___ Stored data
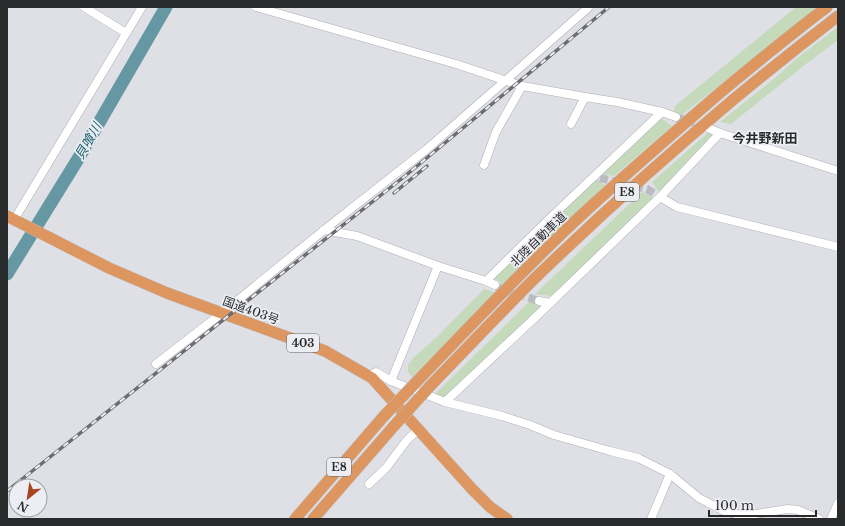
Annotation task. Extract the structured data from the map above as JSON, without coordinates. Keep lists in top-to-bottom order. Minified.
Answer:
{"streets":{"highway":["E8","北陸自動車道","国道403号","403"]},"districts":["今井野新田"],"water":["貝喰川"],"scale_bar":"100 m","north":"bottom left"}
______
- Exercise objective -
Copy the listing exactly, omitting pictures.

- Solution to the exercise -
Annotation task. Extract the structured data from the map above as JSON, without coordinates. Keep lists in top-to-bottom order. Minified.
Answer:
{"streets":{"highway":["E8","北陸自動車道","国道403号","403"]},"districts":["今井野新田"],"water":["貝喰川"],"scale_bar":"100 m","north":"bottom left"}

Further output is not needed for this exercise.